• _ASSIGNED TASK_: Pictures do not belong in the output. Reproduce exactly the lines from the start of the records through the line with "position:absolute; left:833px; top:102px;".

• _MATERIAL PROVIDED_:

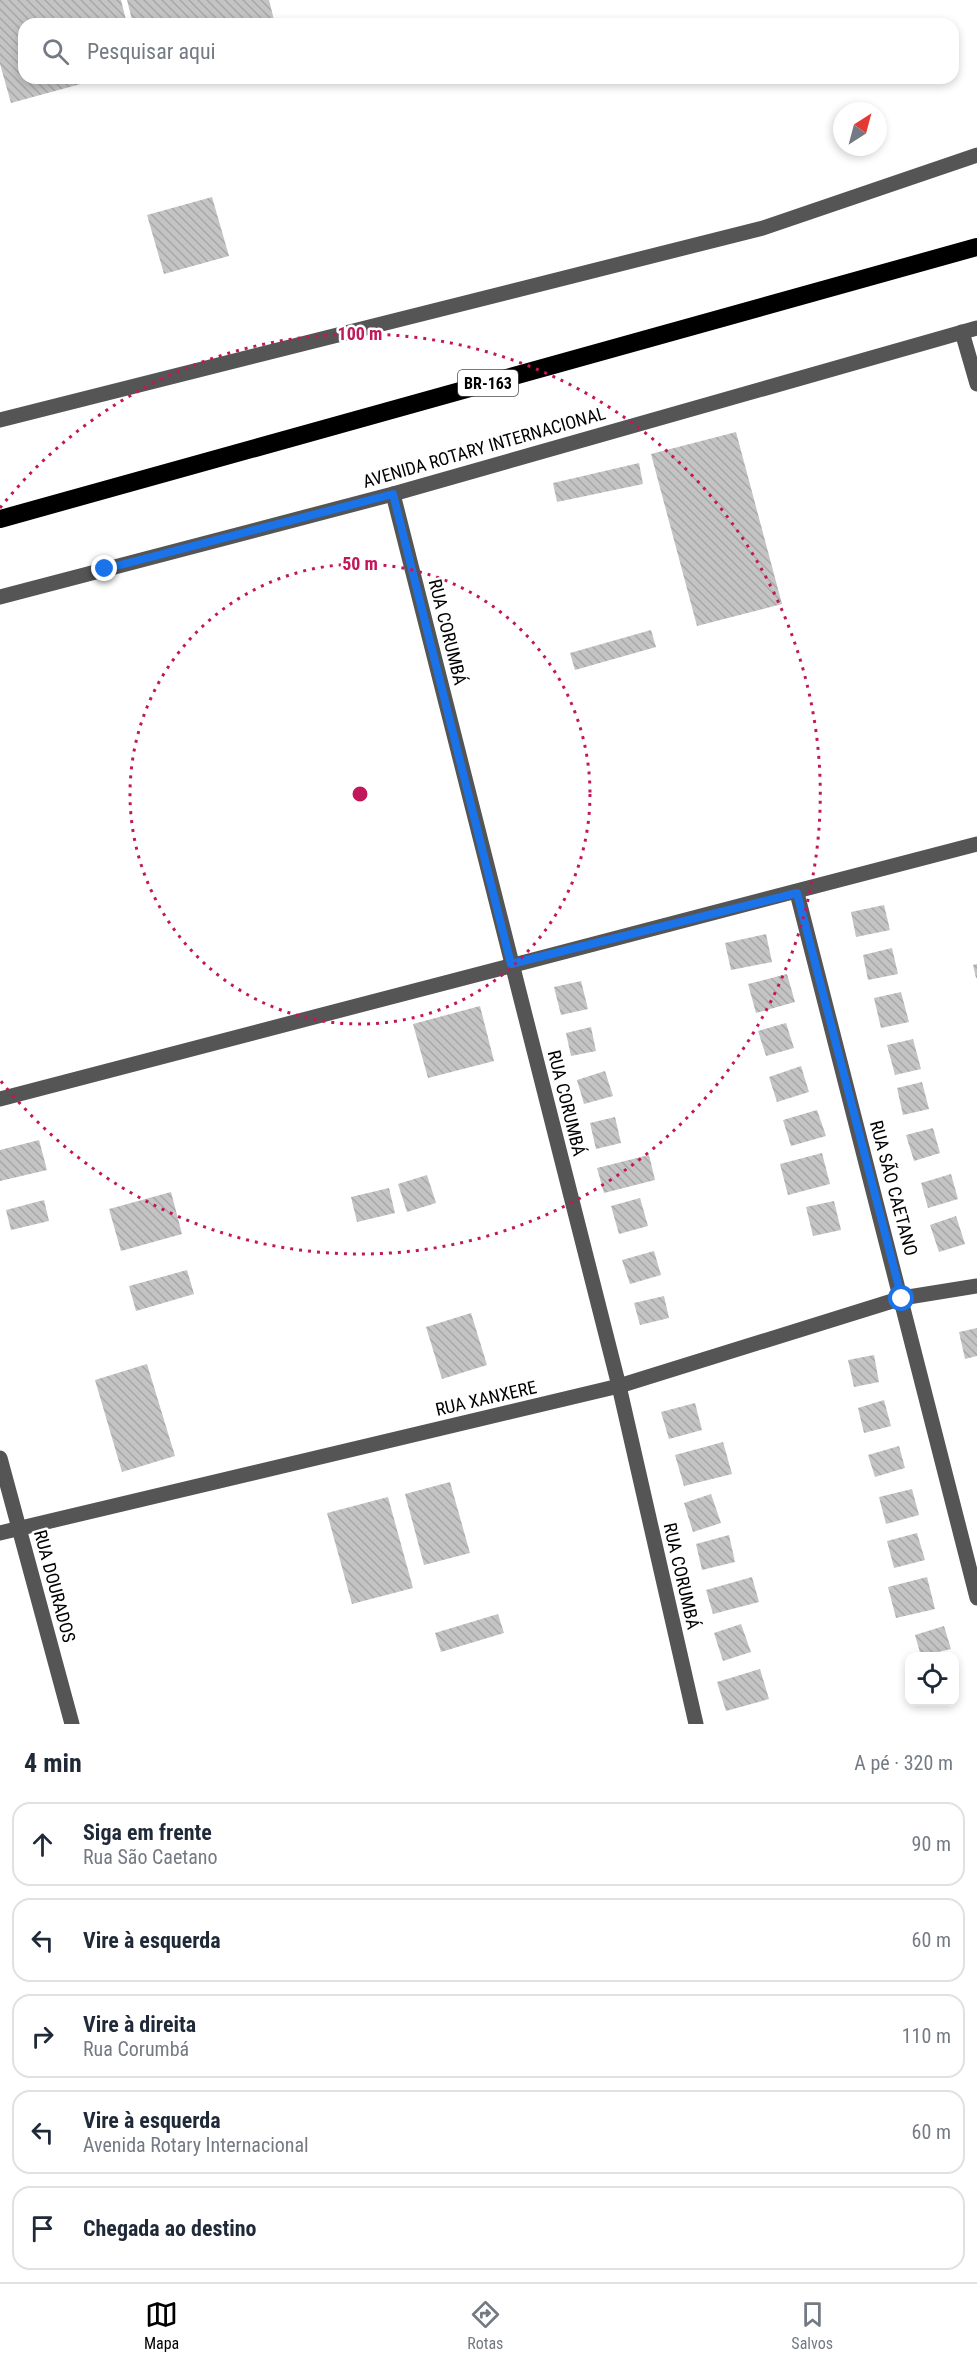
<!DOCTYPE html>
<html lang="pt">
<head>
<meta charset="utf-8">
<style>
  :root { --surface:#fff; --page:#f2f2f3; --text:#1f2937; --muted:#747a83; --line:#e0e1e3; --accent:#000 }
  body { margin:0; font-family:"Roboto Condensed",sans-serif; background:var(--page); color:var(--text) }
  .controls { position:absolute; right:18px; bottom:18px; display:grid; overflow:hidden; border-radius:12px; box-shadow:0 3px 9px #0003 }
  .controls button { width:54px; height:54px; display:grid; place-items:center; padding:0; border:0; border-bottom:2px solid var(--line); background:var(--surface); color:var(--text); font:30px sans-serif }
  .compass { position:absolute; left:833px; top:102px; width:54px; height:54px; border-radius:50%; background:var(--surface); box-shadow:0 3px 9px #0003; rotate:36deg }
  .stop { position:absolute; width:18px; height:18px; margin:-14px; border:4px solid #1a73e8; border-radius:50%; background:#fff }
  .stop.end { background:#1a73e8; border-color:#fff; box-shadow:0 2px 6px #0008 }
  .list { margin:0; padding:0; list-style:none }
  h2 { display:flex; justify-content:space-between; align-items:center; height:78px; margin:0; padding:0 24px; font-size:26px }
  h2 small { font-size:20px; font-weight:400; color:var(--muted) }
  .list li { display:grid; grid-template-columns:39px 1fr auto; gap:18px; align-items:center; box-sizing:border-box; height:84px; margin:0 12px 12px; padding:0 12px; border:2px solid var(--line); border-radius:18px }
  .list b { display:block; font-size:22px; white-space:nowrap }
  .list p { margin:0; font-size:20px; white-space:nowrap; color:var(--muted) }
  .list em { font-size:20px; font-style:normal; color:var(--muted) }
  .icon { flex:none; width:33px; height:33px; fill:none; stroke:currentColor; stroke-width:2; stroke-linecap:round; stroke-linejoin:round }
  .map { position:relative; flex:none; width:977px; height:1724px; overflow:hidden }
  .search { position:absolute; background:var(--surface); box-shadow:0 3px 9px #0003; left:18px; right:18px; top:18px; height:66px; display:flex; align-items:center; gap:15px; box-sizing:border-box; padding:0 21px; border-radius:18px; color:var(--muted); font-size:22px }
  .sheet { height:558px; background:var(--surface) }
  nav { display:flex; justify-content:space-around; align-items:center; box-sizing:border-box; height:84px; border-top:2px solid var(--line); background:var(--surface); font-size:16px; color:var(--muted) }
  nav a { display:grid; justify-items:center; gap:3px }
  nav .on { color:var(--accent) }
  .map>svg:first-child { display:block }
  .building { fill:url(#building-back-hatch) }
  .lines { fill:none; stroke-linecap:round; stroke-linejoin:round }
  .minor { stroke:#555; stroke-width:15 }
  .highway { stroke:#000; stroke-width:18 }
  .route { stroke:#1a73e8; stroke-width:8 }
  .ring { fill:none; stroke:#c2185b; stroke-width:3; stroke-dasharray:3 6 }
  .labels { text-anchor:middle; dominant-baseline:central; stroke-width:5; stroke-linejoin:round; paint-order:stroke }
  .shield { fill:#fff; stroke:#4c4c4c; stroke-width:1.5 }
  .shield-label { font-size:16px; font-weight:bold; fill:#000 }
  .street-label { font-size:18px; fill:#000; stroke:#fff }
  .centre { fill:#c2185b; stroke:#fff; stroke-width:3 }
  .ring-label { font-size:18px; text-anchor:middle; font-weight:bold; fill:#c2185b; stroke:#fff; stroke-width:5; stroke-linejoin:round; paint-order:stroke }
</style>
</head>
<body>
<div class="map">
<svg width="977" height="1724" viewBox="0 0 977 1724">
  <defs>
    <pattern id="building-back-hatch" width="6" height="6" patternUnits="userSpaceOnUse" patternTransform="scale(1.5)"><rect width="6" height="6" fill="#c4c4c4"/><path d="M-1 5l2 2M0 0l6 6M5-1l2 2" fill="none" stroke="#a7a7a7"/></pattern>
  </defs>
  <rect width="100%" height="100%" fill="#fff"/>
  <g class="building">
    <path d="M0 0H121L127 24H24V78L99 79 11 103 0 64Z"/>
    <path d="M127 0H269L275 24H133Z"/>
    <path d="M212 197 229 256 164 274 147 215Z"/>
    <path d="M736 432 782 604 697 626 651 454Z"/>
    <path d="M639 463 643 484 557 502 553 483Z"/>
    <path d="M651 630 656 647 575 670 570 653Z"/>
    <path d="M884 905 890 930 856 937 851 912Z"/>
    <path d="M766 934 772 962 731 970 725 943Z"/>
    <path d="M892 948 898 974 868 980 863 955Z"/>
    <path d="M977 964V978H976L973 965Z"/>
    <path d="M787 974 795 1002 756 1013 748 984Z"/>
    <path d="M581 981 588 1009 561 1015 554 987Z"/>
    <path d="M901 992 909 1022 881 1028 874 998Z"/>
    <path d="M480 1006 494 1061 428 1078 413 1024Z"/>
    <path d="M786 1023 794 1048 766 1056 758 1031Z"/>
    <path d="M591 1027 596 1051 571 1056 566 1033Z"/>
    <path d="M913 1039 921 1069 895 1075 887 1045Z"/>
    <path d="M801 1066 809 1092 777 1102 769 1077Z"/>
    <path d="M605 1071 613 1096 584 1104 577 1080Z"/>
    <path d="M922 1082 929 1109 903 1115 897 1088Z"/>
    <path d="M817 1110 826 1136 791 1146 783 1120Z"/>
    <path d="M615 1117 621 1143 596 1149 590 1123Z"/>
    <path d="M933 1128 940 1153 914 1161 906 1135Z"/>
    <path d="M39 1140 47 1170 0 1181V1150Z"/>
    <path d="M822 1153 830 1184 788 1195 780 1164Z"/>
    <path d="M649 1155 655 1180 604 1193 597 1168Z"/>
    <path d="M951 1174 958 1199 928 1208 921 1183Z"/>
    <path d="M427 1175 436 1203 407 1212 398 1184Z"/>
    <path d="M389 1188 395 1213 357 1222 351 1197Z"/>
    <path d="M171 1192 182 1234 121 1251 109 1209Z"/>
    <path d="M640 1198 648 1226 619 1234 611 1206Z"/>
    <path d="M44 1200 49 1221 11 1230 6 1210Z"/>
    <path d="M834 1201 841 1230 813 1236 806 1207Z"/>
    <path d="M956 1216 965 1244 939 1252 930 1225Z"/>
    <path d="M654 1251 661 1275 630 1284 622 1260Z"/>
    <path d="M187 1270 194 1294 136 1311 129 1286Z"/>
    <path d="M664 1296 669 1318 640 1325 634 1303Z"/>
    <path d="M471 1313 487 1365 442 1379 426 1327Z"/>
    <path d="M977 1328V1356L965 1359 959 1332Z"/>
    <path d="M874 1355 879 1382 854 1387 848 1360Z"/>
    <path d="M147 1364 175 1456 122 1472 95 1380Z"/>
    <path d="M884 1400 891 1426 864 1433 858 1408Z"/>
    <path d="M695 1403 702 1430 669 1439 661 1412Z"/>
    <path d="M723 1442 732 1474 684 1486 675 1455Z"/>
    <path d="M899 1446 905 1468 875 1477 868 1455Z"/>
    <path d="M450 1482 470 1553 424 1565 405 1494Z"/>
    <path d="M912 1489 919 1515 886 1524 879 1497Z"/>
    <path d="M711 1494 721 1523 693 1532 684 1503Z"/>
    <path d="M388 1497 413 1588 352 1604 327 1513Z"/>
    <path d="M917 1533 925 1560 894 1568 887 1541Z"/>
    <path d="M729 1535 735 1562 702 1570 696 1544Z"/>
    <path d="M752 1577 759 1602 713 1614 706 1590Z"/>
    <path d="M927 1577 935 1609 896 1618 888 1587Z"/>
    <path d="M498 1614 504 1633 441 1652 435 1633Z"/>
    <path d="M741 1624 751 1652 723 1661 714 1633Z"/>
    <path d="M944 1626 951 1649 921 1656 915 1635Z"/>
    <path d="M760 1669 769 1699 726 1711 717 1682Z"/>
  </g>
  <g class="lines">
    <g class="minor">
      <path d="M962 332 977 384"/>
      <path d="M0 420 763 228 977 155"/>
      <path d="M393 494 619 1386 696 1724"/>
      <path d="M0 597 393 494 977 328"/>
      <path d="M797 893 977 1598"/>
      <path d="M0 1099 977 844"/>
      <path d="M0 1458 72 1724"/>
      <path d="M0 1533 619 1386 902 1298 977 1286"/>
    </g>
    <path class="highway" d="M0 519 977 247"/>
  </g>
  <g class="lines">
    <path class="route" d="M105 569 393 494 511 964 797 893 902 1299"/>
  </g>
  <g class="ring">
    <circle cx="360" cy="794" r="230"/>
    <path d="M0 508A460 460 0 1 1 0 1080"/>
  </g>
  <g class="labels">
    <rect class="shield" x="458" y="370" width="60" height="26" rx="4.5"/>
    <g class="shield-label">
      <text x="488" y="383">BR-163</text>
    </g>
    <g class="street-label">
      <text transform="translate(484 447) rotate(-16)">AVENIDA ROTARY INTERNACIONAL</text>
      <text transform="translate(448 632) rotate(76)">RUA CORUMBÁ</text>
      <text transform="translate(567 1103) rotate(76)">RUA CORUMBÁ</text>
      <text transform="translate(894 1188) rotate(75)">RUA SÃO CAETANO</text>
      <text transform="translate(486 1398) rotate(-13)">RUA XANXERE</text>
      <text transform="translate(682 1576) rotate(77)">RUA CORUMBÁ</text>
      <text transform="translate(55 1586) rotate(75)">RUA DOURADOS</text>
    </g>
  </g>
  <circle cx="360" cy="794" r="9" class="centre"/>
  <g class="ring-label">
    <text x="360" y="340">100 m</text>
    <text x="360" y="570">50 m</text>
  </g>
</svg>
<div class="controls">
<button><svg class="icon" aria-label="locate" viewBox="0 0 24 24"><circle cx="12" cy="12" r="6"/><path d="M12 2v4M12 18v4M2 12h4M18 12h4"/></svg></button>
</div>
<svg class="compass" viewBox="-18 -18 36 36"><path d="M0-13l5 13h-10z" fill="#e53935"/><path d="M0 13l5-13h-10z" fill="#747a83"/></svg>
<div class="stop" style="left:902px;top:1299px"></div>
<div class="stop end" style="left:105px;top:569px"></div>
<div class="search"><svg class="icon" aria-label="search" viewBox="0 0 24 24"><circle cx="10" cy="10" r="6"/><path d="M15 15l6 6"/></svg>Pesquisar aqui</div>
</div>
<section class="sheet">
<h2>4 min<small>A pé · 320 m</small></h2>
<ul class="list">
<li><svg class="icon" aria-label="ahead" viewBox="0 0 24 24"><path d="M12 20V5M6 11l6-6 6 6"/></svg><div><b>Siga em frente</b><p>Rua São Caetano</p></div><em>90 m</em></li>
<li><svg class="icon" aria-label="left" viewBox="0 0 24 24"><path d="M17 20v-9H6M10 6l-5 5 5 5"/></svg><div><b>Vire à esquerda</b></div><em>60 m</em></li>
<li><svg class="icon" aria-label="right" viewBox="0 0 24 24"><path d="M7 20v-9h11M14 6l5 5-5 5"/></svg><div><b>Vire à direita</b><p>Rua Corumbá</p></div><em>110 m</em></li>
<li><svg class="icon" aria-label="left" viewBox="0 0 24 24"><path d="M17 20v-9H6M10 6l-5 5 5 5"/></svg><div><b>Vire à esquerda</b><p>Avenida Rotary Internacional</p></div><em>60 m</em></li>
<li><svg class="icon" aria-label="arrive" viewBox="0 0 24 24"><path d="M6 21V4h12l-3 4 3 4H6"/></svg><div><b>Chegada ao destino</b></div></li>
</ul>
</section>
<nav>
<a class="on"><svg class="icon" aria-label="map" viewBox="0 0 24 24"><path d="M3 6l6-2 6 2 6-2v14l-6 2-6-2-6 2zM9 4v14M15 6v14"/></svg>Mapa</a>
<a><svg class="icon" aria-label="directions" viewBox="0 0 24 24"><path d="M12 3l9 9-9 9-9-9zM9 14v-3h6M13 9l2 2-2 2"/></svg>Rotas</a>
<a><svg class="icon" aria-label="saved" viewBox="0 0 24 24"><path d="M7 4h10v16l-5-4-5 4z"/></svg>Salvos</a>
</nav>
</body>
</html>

• _TASK OUTPUT_:
<!DOCTYPE html>
<html lang="pt">
<head>
<meta charset="utf-8">
<style>
  :root { --surface:#fff; --page:#f2f2f3; --text:#1f2937; --muted:#747a83; --line:#e0e1e3; --accent:#000 }
  body { margin:0; font-family:"Roboto Condensed",sans-serif; background:var(--page); color:var(--text) }
  .controls { position:absolute; right:18px; bottom:18px; display:grid; overflow:hidden; border-radius:12px; box-shadow:0 3px 9px #0003 }
  .controls button { width:54px; height:54px; display:grid; place-items:center; padding:0; border:0; border-bottom:2px solid var(--line); background:var(--surface); color:var(--text); font:30px sans-serif }
  .compass { position:absolute; left:833px; top:102px; width:54px; height:54px; border-radius:50%; background:var(--surface); box-shadow:0 3px 9px #0003; rotate:36deg }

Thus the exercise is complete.